Communication between processing servers is usually controlled by a master host and occurs over a network interconnect. There is no disk sharing or memory contention, hence the name, ‘shared-nothing’.
Consider now a number of commodity hardware servers, all lined up in a row and controlled via a host. Each is sent part of the query to run against this segmented or distributed trillion-row table.
This type of computing architecture is linearly scalable, which adds to the appeal for data scientist and Big Data users requiring a scalable platform to incorporate growth. This technology also enabled in-database analytical functions – the ability to execute analytical functions (like K-means Clustering, Regression, etc.) at the processor level. Distribution of workload to the processor level greatly speeds up analytical queries – thereby fueling innovation in Data Science.

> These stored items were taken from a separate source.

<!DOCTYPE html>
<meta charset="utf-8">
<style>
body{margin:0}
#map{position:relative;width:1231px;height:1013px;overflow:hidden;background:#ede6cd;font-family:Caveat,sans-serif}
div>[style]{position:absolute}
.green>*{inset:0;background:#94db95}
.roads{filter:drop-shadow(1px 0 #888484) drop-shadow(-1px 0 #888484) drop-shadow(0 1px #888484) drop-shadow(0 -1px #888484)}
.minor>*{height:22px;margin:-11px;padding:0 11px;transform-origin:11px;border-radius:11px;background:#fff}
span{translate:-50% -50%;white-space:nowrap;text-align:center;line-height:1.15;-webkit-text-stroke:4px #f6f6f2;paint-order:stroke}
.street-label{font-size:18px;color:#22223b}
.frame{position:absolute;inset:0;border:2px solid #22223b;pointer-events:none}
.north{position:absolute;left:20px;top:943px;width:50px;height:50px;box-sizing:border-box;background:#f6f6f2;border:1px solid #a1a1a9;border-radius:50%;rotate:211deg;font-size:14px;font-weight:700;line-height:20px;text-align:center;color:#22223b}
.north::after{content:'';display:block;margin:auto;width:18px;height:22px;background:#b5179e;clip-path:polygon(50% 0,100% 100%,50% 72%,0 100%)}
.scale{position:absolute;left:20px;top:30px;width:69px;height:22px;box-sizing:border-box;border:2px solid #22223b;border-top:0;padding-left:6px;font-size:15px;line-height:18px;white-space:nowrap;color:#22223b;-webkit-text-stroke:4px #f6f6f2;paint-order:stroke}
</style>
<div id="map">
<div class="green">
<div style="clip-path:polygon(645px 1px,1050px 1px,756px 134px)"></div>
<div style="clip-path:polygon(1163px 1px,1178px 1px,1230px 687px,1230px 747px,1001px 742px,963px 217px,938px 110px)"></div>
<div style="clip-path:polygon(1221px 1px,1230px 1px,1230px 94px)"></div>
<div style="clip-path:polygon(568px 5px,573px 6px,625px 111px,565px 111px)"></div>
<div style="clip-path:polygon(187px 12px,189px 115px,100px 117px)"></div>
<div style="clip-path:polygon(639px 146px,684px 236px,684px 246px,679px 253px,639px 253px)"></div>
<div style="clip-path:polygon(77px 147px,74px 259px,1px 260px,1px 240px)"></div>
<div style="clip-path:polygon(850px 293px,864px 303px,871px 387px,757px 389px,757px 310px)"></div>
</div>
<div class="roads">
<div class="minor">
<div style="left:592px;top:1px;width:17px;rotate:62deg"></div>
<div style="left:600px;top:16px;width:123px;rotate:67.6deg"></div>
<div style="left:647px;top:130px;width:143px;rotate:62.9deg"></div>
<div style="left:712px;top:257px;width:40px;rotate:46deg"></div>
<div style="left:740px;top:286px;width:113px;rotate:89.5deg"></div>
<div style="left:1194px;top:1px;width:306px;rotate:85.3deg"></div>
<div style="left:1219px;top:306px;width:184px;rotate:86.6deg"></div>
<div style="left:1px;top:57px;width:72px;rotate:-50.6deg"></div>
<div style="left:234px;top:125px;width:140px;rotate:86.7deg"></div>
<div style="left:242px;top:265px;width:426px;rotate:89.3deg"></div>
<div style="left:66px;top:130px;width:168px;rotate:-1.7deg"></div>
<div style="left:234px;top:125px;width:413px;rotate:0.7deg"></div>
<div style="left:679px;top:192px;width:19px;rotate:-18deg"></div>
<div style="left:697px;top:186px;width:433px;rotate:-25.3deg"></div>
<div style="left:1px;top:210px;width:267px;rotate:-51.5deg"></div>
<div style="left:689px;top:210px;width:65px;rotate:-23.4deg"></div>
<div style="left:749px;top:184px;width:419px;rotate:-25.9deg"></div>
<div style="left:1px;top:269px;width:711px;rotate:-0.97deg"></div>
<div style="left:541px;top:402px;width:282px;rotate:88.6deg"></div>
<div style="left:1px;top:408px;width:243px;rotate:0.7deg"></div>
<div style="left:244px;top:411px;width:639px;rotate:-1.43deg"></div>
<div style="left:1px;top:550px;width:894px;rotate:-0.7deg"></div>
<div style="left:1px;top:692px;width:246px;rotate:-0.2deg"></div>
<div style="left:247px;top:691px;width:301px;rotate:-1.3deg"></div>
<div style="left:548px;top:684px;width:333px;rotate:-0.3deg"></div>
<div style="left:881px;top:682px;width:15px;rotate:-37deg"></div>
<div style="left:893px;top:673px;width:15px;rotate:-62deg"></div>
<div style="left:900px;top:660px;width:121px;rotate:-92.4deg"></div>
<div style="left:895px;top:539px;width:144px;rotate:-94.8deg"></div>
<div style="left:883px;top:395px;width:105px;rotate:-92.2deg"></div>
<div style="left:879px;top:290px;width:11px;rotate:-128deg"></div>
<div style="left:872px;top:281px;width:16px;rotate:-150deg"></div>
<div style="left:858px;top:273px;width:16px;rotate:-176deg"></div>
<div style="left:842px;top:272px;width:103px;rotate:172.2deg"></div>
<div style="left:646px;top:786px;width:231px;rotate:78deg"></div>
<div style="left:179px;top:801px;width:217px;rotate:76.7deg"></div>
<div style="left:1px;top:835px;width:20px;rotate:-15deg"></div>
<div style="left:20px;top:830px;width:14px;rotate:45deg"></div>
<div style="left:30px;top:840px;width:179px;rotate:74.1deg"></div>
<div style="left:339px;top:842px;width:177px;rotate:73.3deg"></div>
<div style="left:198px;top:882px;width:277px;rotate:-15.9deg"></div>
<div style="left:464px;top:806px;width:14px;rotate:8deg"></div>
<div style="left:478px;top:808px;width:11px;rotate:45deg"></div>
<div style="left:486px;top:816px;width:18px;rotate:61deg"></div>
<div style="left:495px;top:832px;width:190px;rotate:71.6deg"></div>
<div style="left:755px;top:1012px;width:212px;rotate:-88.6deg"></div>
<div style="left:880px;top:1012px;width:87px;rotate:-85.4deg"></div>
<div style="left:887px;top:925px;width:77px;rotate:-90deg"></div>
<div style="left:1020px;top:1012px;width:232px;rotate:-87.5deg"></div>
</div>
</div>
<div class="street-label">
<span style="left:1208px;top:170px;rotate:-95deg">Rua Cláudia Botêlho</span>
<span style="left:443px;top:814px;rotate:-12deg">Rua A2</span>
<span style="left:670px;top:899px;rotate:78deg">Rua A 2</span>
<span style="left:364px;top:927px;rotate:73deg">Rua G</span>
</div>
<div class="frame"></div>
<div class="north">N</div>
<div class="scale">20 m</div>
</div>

A system that automatically distributes data and parallelizes query workloads across all available (localized) hardware is the optimum solution for Big Data analytics.
MPP makes it easy to expand the parallelism of hundreds or thousands of cores across an ever-growing pool of machines. A massively parallel, shared-nothing architecture fully uses each core, with linear scalability and increased processing performance on large data sets.
In-Database Algorithms: An in-database algorithm uses the principle that each of the processors in a MPP Shared-nothing platform can run queries independently, so a new form of analytics processing could be accomplished by providing mathematical and statistical functions at the computing node level. Opensource libraries of scalable in-database algorithms for machine learning, statistics, and other analytical tasks were designed both for in-and out-of-core execution, and for the shared-nothing parallelism offered by modern parallel database engines, ensuring that computation is done close to the data. By moving the computation closer to the data, the computing time is dramatically reduced for complex algorithms (such as K-means Clustering, Logistic or Linear regression, Mann-Whitney U Test, Conjugate Gradient, Cohort Analysis, etc.).